**YOUR ASSIGNMENT:**
Look through the records below for lines containing the string "linecap", and report how many there are, nothing else.

**Saved data entries:**
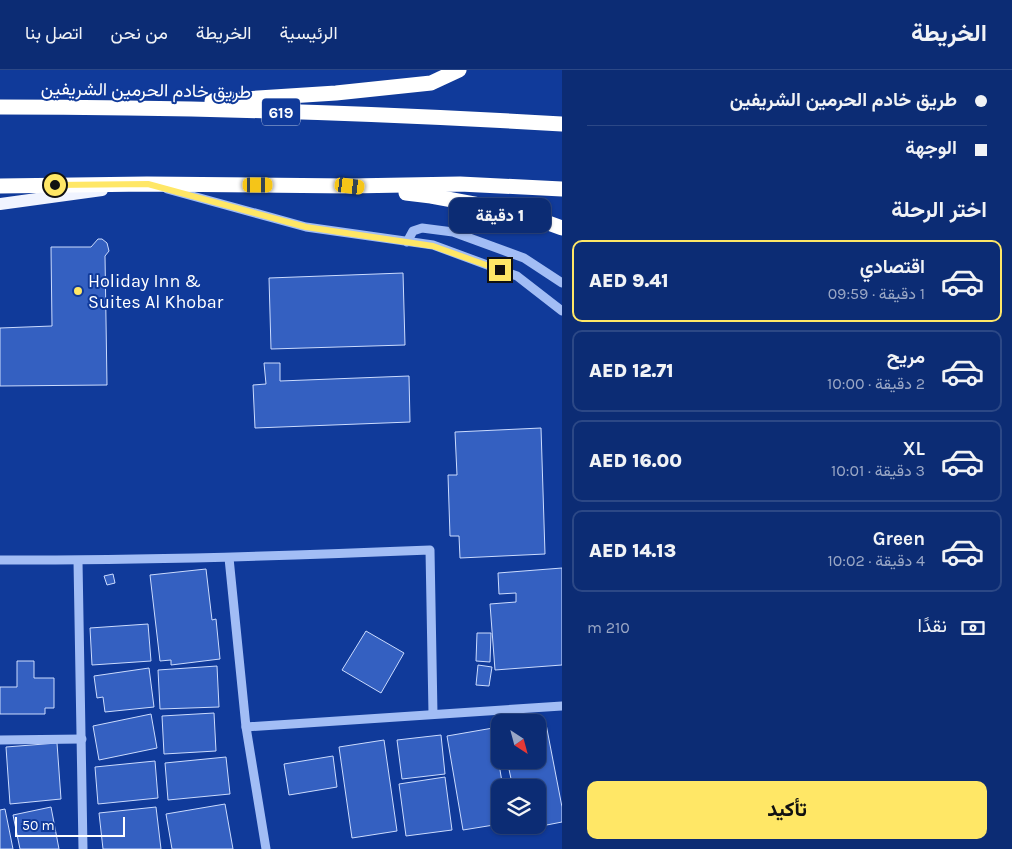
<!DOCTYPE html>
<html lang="ar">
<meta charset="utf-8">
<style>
:root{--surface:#0c2c74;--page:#153479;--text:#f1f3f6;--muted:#9aa7c5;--line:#2c4886;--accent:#ffe766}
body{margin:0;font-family:Karla,Vazirmatn,sans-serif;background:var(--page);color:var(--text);direction:rtl;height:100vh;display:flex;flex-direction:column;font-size:19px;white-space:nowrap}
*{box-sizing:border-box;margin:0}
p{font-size:16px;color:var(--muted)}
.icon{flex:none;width:28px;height:28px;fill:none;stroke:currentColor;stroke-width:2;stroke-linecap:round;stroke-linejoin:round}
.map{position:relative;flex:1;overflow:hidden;direction:ltr}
.drawer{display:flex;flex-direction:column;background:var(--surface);width:450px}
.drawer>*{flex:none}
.banner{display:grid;align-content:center;height:110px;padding:0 25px;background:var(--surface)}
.needle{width:32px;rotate:144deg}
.tools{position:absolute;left:491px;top:644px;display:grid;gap:10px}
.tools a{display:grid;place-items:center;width:55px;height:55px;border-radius:10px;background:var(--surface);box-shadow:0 1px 4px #0004,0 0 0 1px var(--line);font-size:25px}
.scale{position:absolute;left:15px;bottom:12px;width:110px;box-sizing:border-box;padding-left:5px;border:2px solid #fff;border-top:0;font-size:14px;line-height:18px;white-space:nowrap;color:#fff;-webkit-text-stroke:4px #103a9a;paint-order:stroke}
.end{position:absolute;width:22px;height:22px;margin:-11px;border:6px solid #ffe766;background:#111;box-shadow:0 0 0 2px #111}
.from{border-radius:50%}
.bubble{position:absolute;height:35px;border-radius:10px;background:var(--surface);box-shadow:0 1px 4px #0004,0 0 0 1px var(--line);font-size:16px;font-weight:800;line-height:35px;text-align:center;direction:rtl}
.car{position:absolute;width:15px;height:30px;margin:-15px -8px;border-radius:6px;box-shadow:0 0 4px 1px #0007;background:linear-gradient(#f5c518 24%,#345 0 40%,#f5c518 0 76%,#345 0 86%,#f5c518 0)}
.banner b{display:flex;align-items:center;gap:18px;height:48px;font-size:19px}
.banner b+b{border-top:1px solid var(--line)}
.banner i{width:12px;height:12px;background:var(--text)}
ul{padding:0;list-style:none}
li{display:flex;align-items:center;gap:15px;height:82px;margin:0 10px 8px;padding:0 15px;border:2px solid var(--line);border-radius:10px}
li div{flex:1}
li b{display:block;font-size:19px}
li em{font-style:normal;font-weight:800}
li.active{border-color:var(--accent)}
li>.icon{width:45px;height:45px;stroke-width:1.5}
h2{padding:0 25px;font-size:22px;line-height:60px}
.pay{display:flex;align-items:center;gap:12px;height:55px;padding:0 25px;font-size:19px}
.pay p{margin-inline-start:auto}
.action{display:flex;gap:10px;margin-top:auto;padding:10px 25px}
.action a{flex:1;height:58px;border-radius:10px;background:var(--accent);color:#111;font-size:20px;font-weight:800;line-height:58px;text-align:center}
header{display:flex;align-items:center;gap:30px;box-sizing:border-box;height:70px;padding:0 25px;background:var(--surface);border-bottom:1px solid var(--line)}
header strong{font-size:24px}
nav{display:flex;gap:28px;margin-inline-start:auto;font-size:18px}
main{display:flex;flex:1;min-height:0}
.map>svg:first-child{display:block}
.building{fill:#3460c1;stroke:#cbdbfe}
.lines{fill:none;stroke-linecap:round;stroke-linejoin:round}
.minor{stroke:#a2bdf5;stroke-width:9}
.major{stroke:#f0f4ff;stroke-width:12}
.highway{stroke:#fff;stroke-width:15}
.route{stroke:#ffe766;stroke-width:6}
.poi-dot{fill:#ffe766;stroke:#103a9a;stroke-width:2}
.labels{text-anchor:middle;stroke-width:4;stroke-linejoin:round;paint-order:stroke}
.shield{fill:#103a9a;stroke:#b7c4e1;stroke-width:1}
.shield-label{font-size:16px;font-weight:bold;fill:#fff}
.street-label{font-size:18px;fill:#fff;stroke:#103a9a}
.poi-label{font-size:18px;fill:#fff;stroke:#103a9a;text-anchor:start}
</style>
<header>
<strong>الخريطة</strong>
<nav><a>الرئيسية</a><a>الخريطة</a><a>من نحن</a><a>اتصل بنا</a></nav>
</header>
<main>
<section class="drawer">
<div class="banner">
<b><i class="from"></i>طريق خادم الحرمين الشريفين</b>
<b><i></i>الوجهة</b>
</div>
<h2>اختر الرحلة</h2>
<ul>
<li class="active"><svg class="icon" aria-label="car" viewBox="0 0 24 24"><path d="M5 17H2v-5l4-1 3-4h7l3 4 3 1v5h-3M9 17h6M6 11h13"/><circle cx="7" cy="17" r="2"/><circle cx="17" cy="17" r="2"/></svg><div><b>اقتصادي</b><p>1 دقيقة · 09:59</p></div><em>AED 9.41</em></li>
<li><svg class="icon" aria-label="car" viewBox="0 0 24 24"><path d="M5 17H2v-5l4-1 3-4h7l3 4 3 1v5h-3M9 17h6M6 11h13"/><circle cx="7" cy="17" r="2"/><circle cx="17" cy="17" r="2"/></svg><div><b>مريح</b><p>2 دقيقة · 10:00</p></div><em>AED 12.71</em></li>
<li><svg class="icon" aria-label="car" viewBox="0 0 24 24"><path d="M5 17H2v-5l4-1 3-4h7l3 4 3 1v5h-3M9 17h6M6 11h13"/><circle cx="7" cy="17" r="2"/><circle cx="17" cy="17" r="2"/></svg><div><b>XL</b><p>3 دقيقة · 10:01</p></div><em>AED 16.00</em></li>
<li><svg class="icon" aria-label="car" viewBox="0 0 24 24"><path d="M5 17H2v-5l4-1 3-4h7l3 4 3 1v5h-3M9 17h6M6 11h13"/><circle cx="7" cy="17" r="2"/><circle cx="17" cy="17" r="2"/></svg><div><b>Green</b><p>4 دقيقة · 10:02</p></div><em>AED 14.13</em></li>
</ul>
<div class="pay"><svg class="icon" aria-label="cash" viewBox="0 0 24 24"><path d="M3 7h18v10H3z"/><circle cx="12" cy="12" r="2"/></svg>نقدًا<p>210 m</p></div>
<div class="action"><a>تأكيد</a></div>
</section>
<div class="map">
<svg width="562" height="779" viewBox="0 0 562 779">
<rect width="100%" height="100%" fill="#103a9a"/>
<g class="building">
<path d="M98,169H102L107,173L109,181L105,186L107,315L0,316V258L52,256L51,177H91Z"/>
<path d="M403,203L405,275L271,279L269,208Z"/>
<path d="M264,293H280V311L409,306L410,352L255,358L253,315L266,314Z"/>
<path d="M541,358L545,484L460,488L459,466H450L448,405H457L455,362Z"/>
<path d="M562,498V595L495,600L490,534L516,532V523L499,524L498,503Z"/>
<path d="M206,499L212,550L216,549L220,589L171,595V590L160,591L150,505Z"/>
<path d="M113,504L115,513L107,515L104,506Z"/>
<path d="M148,554L151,591L92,595L90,558Z"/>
<path d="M366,561L404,583L381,623L342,600Z"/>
<path d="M477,563H491L490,592L476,591Z"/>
<path d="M17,591H34V608H54V638H45V644H0V617H17Z"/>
<path d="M478,595L492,597L489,616L476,615Z"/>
<path d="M217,596L219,637L160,639L158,600Z"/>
<path d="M149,598L154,637L105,642L103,627L97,628L94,606Z"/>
<path d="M214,643L216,681L164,684L162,646Z"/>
<path d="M151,644L157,678L99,690L93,656Z"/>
<path d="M546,654L562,737V752L521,760L520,755H538V718H513L507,690H538V655Z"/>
<path d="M493,658L503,718H500V754L463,760L447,666Z"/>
<path d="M441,665L445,704L402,709L397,670Z"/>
<path d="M384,670L397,761L352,768L339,677Z"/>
<path d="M57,673L61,729L10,734L6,677Z"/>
<path d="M333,686L337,717L289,725L284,694Z"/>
<path d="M226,687L230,724L168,730L165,693Z"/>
<path d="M155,691L158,728L98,734L95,697Z"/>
<path d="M445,707L452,760L406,766L399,714Z"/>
<path d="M225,734L233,779H172L166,744Z"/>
<path d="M51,737L59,779H20L13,745Z"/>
<path d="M156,737L161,779H103L99,743Z"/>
<path d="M5,739L13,779H0V740Z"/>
</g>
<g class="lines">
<g class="minor">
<path d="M167,119L306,157L433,175L517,206L562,241"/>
<path d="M407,172L413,161L422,158L453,162L524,188L562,213"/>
<path d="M229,488L246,657L266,779"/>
<path d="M0,490C143,491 286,486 430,480L433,644"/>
<path d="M78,491L83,779"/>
<path d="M246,657L562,636"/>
<path d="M0,670L82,669"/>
</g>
<path class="major" d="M0,134L102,120"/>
<g class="highway">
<path d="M212,31L336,23L431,13L459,0"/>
<path d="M0,37C187,37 375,43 562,54"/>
<path d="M0,116L147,114L350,116L460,114L562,119"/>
<path d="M406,123L431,126L518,142L562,158"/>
</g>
</g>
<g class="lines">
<path class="route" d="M55,115L148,114L306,157L433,176L500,200"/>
</g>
<circle class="poi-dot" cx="78" cy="221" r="5"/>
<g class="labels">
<rect class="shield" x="262" y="28.5" width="38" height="27" rx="4"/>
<g class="shield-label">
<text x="281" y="48">619</text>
</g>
<g class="street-label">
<text transform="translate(146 20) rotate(1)" y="6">طريق خادم الحرمين الشريفين</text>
</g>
<g class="poi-label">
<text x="88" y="217">Holiday Inn &amp;<tspan x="88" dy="21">Suites Al Khobar</tspan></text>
</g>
</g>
</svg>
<div class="tools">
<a><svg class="needle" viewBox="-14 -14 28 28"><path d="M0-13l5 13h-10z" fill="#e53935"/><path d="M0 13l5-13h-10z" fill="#9aa7c5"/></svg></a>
<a><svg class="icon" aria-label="layers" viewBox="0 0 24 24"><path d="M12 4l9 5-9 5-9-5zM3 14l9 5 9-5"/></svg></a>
</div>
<div class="scale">50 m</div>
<i class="end from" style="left:55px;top:115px"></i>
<i class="end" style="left:500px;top:200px"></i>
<div class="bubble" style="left:449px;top:128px;width:102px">1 دقيقة</div>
<i class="car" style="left:258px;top:115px;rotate:90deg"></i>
<i class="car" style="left:350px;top:116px;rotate:97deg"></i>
</div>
</main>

**TASK RESPONSE:**
2